If you need to support yourself during your study at least for food/drink/rent, then why study? 10 years later, all your efforts will bring you to the exact same socioeconomic point as your burger-flipping friend. You will quickly discover that the core of every skilled profession is composed not so much of the true devotees and people witi unique ability/aptitude who move science and technology forward, but primarily from large numbers of mediocrities who are in it for money and status (which derives from money). If only the true devotees become doctors, there won't ever be enough doctors to treat all the burger flippers.

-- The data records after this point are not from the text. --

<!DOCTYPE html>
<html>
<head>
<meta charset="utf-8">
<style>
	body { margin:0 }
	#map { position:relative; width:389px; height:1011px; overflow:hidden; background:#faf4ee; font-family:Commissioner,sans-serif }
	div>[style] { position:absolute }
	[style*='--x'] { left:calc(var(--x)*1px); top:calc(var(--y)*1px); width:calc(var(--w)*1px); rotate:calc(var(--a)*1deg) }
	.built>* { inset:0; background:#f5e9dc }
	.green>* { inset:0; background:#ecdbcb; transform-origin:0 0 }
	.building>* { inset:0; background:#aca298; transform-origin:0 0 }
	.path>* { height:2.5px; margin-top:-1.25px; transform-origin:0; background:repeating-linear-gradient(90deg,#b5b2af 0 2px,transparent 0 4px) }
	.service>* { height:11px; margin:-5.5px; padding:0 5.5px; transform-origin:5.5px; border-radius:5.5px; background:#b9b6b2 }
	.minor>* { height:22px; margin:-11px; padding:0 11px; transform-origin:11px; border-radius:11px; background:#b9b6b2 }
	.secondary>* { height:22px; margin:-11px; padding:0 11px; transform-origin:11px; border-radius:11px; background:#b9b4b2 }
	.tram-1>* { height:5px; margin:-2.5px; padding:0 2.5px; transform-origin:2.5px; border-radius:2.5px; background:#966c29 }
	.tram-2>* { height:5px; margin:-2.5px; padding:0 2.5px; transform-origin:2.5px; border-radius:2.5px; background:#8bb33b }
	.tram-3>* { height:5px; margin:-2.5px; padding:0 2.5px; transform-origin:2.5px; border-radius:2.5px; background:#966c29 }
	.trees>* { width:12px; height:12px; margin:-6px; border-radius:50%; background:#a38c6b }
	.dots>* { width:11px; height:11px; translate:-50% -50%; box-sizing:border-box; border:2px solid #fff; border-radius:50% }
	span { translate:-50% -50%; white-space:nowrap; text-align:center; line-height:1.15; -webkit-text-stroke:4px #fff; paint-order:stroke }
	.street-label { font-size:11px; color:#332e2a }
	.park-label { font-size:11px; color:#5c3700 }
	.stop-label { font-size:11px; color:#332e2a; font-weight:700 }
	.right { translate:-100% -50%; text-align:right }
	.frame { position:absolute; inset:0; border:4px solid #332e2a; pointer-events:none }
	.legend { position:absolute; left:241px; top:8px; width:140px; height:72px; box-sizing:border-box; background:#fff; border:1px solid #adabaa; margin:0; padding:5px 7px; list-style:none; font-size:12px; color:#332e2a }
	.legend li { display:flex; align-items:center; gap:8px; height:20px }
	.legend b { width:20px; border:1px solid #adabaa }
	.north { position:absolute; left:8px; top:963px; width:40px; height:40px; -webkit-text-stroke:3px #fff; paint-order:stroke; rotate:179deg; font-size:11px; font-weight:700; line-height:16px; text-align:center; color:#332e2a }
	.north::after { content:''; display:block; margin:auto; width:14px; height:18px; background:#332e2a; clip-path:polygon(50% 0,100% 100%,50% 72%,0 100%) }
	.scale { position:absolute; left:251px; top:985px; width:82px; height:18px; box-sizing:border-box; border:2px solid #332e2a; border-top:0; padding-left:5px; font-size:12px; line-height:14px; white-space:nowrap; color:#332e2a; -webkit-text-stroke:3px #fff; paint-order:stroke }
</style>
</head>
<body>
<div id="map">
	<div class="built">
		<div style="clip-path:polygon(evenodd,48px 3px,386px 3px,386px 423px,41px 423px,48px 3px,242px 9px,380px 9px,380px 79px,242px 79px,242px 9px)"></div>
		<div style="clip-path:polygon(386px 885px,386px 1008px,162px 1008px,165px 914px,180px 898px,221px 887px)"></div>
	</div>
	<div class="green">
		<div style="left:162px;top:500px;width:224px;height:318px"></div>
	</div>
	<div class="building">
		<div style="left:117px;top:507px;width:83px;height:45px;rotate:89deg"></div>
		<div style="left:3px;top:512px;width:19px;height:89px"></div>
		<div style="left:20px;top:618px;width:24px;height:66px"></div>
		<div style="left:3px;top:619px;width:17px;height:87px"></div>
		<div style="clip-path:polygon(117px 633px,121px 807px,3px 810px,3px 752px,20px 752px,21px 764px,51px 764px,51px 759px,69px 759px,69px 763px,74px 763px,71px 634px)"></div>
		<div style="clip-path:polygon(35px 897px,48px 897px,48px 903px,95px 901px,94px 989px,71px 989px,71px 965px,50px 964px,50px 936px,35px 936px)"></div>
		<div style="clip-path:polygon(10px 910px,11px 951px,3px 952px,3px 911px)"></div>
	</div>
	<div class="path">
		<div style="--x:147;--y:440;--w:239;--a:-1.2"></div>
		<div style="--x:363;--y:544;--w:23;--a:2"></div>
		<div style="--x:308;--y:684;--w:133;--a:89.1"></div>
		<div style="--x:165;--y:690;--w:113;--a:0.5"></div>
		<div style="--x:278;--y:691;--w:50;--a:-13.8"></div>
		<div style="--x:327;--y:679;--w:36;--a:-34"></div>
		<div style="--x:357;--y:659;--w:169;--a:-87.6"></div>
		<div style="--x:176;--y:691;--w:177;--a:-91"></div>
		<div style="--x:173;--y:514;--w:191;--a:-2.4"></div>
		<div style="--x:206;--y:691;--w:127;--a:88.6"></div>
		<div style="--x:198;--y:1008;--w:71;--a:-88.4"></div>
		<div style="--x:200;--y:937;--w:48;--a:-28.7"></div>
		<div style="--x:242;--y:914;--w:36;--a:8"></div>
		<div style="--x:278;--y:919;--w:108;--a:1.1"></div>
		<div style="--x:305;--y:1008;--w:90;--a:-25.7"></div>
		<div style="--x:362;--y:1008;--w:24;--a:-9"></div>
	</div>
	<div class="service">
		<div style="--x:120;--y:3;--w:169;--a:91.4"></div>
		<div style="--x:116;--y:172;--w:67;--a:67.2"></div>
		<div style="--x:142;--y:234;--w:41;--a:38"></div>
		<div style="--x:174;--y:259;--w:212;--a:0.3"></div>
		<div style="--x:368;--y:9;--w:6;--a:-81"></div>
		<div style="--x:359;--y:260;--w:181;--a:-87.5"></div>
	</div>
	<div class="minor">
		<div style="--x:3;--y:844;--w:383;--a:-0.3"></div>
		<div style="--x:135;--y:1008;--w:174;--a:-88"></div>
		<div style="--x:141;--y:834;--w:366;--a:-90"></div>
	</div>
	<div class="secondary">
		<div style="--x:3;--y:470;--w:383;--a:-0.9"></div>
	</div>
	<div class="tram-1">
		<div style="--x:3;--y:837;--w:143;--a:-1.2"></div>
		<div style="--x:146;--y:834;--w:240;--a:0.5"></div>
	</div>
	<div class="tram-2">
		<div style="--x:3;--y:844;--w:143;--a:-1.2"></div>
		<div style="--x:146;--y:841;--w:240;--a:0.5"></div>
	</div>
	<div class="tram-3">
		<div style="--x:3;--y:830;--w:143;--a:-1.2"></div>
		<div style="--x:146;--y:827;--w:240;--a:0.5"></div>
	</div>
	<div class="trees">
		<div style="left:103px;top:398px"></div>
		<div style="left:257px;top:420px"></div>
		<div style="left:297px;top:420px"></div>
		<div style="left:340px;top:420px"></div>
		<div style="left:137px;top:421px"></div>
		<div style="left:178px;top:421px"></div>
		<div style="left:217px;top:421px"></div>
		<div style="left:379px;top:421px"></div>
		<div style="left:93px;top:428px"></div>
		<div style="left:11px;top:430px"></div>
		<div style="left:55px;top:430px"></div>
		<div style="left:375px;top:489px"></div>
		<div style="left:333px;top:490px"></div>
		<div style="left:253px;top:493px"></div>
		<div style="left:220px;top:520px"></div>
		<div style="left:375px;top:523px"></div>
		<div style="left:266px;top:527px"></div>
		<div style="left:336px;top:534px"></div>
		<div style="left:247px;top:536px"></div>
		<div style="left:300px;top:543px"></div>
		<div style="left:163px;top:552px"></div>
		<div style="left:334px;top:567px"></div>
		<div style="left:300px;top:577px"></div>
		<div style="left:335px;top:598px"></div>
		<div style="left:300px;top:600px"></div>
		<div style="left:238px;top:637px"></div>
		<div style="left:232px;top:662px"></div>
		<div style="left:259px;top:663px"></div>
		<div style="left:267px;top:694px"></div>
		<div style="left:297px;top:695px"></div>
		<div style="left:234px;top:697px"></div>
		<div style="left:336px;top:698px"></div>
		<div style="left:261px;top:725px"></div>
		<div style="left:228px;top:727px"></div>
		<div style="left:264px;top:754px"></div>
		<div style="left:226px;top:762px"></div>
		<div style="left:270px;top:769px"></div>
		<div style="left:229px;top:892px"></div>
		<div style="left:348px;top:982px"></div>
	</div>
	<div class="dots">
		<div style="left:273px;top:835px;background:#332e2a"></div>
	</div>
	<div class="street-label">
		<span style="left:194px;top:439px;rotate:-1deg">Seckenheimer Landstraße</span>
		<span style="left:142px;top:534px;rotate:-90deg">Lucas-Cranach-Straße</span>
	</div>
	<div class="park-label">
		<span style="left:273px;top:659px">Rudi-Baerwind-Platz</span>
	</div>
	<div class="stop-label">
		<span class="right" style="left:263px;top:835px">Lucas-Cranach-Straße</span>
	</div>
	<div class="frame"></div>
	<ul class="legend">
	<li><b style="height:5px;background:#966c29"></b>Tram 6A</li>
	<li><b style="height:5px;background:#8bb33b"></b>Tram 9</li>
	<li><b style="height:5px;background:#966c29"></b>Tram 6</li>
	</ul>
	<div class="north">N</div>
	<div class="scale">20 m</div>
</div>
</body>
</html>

If you do not need to support yourself during your study, then why flip burgers? Go study! Maybe you'll be a doctor, maybe you'll go back to burger-flipping after a few years of living off of the society's largesse without contributing much of anything. Nothing to lose; worst case, you'll go back to burger flipping for the same money. Basically it will promote degree acquisition divorced from actual social value of said degrees or intention to work in the chosen profession. That has actually been tried before, in the good old USSR. Most people had degrees, few worked with their hands. Doctors and engineers, who in capitalist countries usually comprise the upper-middle class, had the same on-paper salaries but made much less money than plumbers, electricians and various construction specialists with abundant opportunities to make off-the-books money from the educated lower class' inability to fix a leaky bathroom pipe or faulty wiring. Bribes were normal and expected - doctors, schoolteachers, everyone who worked with people demanded and took some form of under-the-table payment for their services because no one felt adequately compensated for their work, but the "shabashniks" - construction crews doing off-the-books home repairs - were the true whales. "May you live only off of your paycheck", a popular curse went.
Interesting liability questions could arise. Should the $15 an hour heart surgeon or construction engineer be held accountable to the same degree as $15 an hour burger fiipper, or should their pay reflect the potential cost of their errors to the society and to their careers?
I know you well enough to say that what you do as a job is a catastrophic WASTE of your intelligence and for what?
Would the world be better off, or worse off if people actually did jobs based on their ability, rather than their socio-economic constraints?
Would the world be better off, or worse off if we all got X amount to live on?